I've just read http://rob.conery.io/2014/05/29/a-better-id-generator-for-postgresql/ article which introduces following code for generating unique, sequential IDs:
CREATE SEQUENCE global_id_sequence;
CREATE OR REPLACE FUNCTION id_generator(OUT result bigint) AS $$
DECLARE
our_epoch bigint := 1314220021721;
seq_id bigint;
now_millis bigint;
shard_id int := 1;
BEGIN
SELECT nextval('global_id_sequence') % 1024 INTO seq_id;
SELECT FLOOR(EXTRACT(EPOCH FROM clock_timestamp()) * 1000) INTO now_millis;
result := (now_millis - our_epoch) << 23;
result := result | (shard_id << 10);
result := result | (seq_id);
END;
$$ LANGUAGE PLPGSQL;
In the article it states "This means we can generate 1024 IDs, per shard, per millisecond". Note that I am not using shards, just single db.
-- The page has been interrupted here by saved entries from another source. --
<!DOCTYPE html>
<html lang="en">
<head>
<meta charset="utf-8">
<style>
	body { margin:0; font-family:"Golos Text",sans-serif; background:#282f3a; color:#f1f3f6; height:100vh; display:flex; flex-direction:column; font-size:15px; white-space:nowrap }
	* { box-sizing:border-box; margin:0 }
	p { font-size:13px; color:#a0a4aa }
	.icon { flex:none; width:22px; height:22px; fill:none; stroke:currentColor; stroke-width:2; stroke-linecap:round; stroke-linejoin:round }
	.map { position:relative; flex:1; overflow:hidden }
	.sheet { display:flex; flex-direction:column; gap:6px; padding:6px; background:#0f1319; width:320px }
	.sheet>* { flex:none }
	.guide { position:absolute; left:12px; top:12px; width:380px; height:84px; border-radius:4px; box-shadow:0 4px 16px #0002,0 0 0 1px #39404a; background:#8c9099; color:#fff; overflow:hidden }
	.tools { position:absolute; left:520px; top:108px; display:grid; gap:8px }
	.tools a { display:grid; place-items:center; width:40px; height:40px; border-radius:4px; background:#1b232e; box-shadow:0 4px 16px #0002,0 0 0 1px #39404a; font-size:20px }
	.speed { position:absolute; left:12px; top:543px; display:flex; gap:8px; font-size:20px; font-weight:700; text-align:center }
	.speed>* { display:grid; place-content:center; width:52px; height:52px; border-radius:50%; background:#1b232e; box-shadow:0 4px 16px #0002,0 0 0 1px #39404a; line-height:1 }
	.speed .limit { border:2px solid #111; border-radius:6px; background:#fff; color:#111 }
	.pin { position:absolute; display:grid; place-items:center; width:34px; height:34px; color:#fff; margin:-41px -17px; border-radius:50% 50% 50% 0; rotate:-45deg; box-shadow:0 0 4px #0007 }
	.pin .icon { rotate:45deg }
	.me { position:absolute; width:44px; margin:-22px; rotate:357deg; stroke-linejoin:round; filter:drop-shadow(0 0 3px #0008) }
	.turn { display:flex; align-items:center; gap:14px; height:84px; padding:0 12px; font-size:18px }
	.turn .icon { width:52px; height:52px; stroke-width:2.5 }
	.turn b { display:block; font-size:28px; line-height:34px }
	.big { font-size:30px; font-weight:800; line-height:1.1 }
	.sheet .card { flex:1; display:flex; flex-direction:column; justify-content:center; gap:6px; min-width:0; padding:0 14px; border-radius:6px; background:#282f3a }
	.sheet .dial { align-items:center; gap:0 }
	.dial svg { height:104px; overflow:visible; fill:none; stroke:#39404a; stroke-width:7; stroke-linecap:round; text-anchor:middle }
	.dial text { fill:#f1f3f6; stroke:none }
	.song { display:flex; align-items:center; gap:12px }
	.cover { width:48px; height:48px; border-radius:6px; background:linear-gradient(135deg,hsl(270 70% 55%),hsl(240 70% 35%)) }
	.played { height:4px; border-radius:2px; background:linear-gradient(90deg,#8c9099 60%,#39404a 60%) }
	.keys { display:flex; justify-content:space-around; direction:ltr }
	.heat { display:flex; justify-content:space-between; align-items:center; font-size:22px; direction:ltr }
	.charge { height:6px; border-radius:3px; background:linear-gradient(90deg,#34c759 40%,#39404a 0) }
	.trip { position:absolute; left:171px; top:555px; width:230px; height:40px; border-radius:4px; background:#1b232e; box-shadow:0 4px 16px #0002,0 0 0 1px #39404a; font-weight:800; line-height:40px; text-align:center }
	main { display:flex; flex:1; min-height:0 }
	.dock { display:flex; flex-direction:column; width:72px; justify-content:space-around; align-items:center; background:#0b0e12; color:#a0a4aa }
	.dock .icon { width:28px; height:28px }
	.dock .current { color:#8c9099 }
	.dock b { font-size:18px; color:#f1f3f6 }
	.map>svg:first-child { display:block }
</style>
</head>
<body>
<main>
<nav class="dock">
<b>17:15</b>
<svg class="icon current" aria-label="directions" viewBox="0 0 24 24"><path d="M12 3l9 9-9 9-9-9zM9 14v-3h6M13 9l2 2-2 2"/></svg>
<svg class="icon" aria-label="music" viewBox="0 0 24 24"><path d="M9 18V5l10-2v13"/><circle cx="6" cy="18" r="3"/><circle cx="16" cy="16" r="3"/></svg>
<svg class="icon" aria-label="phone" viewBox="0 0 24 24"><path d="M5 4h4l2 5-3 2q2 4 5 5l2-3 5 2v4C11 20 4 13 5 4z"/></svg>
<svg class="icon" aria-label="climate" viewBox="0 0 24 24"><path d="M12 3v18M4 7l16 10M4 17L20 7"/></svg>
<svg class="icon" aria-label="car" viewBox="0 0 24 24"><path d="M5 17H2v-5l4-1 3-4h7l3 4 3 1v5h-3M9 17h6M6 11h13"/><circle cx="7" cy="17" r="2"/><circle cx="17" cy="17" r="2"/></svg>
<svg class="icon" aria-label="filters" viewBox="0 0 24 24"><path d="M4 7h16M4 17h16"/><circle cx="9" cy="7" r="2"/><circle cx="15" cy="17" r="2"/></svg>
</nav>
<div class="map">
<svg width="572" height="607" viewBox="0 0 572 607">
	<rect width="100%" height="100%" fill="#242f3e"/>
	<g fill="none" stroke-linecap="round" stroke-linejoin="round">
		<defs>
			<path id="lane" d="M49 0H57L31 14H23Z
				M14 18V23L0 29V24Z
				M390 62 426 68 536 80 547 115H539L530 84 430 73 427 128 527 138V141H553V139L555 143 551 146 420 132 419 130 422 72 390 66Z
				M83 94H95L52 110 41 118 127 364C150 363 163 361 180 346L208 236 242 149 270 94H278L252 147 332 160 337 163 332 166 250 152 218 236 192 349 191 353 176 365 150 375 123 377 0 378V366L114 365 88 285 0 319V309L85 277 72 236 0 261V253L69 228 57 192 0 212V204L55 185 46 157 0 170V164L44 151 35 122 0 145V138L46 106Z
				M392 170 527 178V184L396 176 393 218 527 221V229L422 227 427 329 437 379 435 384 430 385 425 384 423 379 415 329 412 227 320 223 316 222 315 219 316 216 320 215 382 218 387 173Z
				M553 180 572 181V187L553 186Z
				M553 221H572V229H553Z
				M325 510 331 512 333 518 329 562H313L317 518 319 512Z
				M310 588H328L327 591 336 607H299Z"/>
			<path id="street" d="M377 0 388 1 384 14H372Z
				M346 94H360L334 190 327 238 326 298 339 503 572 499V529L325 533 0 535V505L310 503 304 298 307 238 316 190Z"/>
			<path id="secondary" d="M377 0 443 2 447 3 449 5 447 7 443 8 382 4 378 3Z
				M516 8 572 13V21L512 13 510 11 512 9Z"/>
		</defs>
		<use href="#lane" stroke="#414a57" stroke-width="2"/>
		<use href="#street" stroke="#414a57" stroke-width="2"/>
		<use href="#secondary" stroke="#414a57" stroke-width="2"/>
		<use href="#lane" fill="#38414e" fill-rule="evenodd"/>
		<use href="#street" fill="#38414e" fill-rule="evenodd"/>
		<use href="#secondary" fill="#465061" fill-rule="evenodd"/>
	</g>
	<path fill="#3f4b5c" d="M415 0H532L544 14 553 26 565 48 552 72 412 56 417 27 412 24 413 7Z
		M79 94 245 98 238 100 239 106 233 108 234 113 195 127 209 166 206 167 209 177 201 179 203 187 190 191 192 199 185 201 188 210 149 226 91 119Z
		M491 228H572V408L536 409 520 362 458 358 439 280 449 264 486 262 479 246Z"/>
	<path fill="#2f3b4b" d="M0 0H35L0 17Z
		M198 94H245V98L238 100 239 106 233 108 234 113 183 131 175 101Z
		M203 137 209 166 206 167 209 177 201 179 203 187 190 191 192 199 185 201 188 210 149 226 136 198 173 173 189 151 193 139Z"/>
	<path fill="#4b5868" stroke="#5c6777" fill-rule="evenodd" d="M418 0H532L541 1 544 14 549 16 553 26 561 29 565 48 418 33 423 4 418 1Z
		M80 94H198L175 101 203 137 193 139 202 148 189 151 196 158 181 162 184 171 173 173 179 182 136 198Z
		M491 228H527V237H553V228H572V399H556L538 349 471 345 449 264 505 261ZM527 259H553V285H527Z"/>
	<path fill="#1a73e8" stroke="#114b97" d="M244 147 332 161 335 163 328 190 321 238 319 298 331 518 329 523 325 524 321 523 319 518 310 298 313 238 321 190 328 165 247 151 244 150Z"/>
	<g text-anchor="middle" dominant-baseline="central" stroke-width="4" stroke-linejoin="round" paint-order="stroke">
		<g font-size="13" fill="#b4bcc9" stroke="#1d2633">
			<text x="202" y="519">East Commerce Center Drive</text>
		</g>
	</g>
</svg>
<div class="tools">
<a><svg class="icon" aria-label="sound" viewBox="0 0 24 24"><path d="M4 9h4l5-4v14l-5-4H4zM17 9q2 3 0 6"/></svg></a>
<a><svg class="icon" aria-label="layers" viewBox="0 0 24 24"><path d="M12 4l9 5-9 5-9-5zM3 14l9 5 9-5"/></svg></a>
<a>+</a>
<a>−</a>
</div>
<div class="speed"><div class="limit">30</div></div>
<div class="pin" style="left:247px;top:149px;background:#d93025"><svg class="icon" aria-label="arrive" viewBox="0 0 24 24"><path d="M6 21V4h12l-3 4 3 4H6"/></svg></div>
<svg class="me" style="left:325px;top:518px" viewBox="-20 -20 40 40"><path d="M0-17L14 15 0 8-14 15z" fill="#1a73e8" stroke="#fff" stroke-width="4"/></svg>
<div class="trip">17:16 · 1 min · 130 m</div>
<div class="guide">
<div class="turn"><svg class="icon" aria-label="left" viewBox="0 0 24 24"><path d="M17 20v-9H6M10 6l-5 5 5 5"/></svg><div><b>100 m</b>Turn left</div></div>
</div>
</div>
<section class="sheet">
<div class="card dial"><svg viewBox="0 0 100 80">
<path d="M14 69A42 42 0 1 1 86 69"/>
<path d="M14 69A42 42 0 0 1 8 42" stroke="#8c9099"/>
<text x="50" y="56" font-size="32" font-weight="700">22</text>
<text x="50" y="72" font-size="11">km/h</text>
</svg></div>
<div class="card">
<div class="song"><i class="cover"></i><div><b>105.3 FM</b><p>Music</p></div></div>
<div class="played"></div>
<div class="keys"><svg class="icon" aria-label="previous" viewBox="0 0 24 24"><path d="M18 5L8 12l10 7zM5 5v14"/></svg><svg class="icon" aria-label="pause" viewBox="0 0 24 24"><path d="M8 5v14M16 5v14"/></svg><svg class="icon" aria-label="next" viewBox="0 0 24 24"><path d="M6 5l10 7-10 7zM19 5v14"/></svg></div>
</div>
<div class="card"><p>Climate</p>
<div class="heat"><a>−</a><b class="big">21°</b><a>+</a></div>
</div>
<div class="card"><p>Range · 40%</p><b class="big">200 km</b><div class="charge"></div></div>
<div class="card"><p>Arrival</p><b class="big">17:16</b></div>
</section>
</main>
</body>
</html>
Anyway this code will never work (it won't return unique ids) during bulk insert of more than 1024 rows (because timestamp is same for every insert in single transaction) For example (changed % 1024
to % 3
for this example):
CREATE SEQUENCE global_id_sequence;
CREATE OR REPLACE FUNCTION id_generator(OUT result bigint) AS $$
DECLARE
our_epoch bigint := 1314220021721;
seq_id bigint;
now_millis bigint;
shard_id int := 1;
BEGIN
SELECT nextval('global_id_sequence') % 3 INTO seq_id;
SELECT FLOOR(EXTRACT(EPOCH FROM clock_timestamp()) * 1000) INTO now_millis;
result := (now_millis - our_epoch) << 23;
result := result | (shard_id << 10);
result := result | (seq_id);
END;
$$ LANGUAGE PLPGSQL;
DROP TABLE IF EXISTS id_test;
CREATE TABLE IF NOT EXISTS id_test(id BIGINT DEFAULT id_generator());
INSERT INTO id_test
VALUES (DEFAULT), (DEFAULT), (DEFAULT), (DEFAULT), (DEFAULT), (DEFAULT);
SELECT * FROM id_test;
results with rows:
1040748500796572672 -- duplicate
1040748500796572673
1040748500796572674
1040748500796572672 -- duplicate
1040748500796572673
1040748500796572674
Is it possible to make this function work for bulk inserts? Is there any other solution?
What I need are unique and sequential values. However I can't use sequence because I want to hide informations about how many such values were generated so far.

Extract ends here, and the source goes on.